=== AVAILABLE RECORDS ===
++++++++

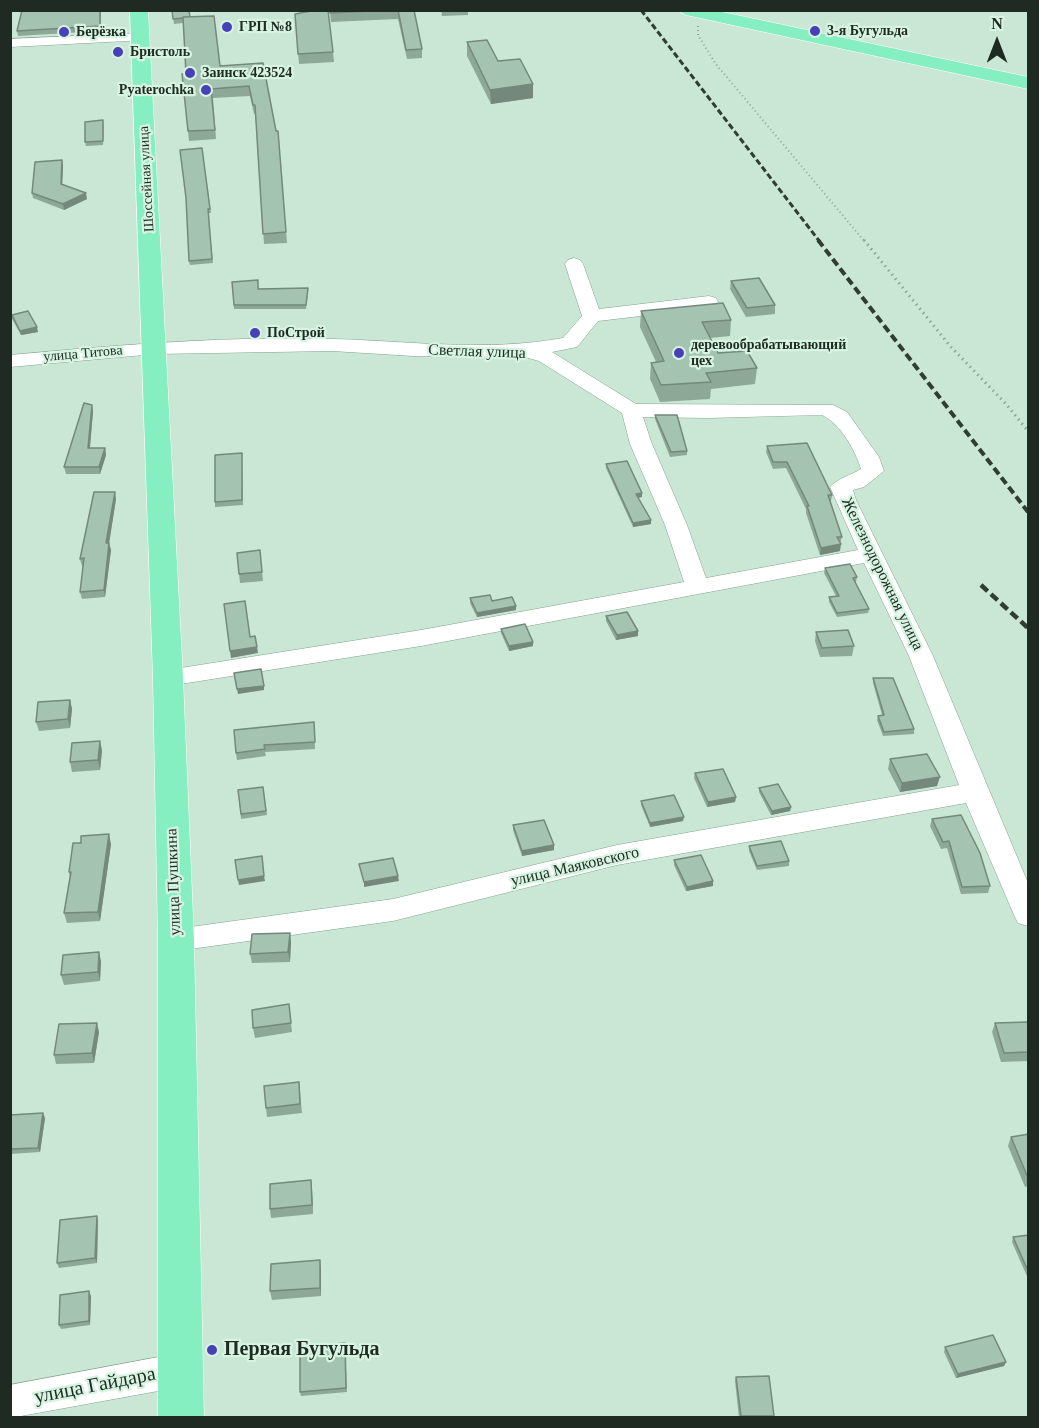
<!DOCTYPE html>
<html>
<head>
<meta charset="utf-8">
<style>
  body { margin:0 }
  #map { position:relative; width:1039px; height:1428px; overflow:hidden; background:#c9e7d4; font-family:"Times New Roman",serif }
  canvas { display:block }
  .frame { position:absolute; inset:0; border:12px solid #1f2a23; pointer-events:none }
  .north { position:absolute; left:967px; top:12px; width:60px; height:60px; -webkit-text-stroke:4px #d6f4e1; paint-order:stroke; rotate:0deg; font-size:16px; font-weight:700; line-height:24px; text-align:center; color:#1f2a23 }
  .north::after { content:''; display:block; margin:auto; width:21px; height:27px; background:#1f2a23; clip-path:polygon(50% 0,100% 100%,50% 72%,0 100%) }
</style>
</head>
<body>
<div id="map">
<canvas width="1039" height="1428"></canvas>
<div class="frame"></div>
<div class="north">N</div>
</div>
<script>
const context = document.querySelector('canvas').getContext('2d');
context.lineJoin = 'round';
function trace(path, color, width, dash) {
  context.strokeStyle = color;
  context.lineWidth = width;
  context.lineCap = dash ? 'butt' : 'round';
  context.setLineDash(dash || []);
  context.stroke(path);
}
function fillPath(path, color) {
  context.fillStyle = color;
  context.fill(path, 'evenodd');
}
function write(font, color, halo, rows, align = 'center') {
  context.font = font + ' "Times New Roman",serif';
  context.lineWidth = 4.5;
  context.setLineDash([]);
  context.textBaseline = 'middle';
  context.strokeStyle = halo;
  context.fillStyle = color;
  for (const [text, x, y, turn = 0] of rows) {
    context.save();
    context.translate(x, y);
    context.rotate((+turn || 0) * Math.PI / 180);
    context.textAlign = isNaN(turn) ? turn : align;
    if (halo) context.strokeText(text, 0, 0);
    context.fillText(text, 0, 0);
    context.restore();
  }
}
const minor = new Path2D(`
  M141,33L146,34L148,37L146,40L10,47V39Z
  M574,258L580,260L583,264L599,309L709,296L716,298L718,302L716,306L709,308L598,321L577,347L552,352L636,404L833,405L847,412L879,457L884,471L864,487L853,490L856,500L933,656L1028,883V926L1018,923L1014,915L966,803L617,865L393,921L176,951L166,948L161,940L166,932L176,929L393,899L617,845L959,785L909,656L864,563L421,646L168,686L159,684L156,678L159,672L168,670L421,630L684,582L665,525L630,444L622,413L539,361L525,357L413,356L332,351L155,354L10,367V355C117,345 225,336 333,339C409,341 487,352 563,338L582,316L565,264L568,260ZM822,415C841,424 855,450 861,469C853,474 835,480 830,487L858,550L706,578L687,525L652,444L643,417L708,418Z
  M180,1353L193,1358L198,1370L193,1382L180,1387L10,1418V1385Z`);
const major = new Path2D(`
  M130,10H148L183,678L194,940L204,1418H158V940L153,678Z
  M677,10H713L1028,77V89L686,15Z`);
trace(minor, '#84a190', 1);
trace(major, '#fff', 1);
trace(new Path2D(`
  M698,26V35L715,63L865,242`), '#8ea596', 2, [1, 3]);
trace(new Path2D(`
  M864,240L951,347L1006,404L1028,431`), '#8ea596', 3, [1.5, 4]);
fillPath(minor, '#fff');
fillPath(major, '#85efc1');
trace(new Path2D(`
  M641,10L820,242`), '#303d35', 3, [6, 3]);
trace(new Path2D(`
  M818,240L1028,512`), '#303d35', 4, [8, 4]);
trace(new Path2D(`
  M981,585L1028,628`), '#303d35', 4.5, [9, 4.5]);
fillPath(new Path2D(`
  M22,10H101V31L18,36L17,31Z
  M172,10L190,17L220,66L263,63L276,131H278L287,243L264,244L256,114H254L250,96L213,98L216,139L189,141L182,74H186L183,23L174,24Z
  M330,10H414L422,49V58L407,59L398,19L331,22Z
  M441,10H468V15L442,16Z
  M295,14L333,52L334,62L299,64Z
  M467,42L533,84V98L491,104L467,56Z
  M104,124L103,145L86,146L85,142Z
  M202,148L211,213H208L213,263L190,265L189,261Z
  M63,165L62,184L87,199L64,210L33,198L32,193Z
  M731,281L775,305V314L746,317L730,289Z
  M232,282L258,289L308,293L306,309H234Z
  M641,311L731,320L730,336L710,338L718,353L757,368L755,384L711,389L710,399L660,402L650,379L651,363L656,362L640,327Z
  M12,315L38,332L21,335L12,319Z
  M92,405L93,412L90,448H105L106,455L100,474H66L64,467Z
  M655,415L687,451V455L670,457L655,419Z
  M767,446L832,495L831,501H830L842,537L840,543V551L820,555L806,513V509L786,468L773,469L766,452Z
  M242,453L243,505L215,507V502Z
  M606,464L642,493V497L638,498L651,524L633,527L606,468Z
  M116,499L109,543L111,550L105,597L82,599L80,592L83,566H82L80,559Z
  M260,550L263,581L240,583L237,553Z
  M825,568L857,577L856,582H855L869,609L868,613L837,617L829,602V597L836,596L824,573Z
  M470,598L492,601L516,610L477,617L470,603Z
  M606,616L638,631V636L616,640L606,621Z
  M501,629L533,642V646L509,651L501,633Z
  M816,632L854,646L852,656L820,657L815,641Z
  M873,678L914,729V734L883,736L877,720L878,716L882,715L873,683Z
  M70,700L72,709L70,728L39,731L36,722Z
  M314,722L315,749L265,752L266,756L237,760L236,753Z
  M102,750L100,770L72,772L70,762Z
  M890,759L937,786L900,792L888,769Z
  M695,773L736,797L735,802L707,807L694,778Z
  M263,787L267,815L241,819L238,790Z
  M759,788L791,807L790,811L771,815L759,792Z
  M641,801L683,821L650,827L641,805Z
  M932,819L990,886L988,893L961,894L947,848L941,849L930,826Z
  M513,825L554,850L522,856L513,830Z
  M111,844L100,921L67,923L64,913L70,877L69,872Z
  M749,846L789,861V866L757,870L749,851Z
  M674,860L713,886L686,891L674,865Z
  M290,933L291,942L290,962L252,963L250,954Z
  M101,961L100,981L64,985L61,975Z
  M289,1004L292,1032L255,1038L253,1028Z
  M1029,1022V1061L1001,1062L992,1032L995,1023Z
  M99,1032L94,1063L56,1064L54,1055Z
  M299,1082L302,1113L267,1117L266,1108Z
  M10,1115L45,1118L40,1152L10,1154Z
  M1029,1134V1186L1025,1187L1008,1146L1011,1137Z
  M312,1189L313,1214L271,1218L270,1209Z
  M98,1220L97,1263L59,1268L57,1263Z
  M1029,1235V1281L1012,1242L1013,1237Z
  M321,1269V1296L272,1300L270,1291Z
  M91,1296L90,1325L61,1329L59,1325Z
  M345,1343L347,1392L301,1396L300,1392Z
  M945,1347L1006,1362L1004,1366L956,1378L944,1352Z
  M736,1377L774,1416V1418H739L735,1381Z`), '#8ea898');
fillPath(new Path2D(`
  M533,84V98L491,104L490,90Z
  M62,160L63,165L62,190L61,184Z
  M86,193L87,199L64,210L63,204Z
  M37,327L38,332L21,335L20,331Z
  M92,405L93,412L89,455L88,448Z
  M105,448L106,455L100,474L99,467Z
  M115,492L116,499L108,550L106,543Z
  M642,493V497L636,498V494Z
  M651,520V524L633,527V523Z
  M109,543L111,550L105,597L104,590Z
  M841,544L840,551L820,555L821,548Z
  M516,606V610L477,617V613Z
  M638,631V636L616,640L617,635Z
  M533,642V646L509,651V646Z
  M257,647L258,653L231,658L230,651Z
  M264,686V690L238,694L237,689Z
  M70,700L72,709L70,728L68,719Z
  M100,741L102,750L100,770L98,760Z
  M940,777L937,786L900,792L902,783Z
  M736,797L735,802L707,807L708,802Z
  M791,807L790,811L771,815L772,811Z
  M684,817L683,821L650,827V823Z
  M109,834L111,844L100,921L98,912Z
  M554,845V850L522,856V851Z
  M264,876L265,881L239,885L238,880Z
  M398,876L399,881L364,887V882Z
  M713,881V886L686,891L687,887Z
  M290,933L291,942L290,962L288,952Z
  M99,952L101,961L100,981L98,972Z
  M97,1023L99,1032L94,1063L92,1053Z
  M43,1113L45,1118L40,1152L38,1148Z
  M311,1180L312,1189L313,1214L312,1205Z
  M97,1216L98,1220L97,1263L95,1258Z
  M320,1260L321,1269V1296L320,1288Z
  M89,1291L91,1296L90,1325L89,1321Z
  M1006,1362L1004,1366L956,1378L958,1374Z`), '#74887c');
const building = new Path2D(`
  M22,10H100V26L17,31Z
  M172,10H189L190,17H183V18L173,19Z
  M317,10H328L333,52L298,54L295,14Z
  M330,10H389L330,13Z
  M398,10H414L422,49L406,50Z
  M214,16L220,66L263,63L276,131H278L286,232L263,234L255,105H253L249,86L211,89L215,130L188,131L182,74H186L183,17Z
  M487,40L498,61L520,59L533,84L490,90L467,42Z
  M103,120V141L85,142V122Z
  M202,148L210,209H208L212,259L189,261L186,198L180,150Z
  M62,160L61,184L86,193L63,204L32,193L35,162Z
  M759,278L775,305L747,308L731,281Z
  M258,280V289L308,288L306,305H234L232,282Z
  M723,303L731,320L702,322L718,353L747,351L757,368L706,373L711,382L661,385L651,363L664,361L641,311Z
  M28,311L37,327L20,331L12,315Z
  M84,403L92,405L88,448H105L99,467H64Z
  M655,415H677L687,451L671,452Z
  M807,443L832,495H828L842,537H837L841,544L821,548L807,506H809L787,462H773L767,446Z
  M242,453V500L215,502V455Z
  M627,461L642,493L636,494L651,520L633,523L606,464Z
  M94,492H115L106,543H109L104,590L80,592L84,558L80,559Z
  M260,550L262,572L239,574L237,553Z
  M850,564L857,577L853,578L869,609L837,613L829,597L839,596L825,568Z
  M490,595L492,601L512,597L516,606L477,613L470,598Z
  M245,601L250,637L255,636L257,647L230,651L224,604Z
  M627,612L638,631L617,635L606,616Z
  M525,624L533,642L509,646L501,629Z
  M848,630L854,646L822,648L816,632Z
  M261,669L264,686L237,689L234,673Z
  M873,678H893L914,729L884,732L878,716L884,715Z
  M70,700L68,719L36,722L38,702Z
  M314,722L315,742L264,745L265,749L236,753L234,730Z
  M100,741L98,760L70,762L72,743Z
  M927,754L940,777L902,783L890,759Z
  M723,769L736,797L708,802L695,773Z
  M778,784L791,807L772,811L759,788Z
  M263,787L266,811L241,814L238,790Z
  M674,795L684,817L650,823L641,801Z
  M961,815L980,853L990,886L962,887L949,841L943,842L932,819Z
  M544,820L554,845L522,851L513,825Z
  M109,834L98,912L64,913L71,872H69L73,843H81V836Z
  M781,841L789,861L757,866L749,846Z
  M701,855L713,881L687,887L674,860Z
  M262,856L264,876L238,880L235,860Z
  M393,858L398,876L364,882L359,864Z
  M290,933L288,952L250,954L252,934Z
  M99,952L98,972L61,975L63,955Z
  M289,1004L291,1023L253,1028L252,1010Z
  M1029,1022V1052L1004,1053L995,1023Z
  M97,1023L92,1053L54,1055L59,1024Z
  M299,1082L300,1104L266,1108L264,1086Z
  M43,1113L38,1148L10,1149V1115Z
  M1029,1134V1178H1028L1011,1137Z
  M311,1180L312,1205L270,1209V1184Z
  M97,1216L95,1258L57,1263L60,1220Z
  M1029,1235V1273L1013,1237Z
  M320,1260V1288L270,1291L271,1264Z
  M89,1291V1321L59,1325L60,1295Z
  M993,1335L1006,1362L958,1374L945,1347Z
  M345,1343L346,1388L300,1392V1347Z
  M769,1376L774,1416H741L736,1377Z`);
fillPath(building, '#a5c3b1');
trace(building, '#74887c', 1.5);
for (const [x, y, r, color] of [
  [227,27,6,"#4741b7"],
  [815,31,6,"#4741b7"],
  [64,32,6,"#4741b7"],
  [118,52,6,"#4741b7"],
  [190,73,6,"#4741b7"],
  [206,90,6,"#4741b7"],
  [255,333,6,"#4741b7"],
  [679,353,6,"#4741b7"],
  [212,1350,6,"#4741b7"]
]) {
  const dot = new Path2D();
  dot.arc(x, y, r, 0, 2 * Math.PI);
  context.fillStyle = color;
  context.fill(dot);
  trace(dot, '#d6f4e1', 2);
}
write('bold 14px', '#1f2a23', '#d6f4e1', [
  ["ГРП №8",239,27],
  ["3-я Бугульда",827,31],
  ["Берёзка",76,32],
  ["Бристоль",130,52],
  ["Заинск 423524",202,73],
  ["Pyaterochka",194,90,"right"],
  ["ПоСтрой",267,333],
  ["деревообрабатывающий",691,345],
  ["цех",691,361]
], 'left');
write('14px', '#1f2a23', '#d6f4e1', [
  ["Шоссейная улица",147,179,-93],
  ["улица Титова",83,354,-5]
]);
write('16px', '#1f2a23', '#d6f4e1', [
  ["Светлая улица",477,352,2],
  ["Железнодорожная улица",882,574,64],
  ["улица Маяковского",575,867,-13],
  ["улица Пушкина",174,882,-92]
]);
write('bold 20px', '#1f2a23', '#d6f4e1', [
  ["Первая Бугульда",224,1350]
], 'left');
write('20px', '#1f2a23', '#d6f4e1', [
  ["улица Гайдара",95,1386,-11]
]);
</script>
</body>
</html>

++++++++

=== WHAT TO PRODUCE ===
Could you filter the material above and copy each line that holds the word "turn"?

=== TASK SOLUTION ===
  for (const [text, x, y, turn = 0] of rows) {
    context.rotate((+turn || 0) * Math.PI / 180);
    context.textAlign = isNaN(turn) ? turn : align;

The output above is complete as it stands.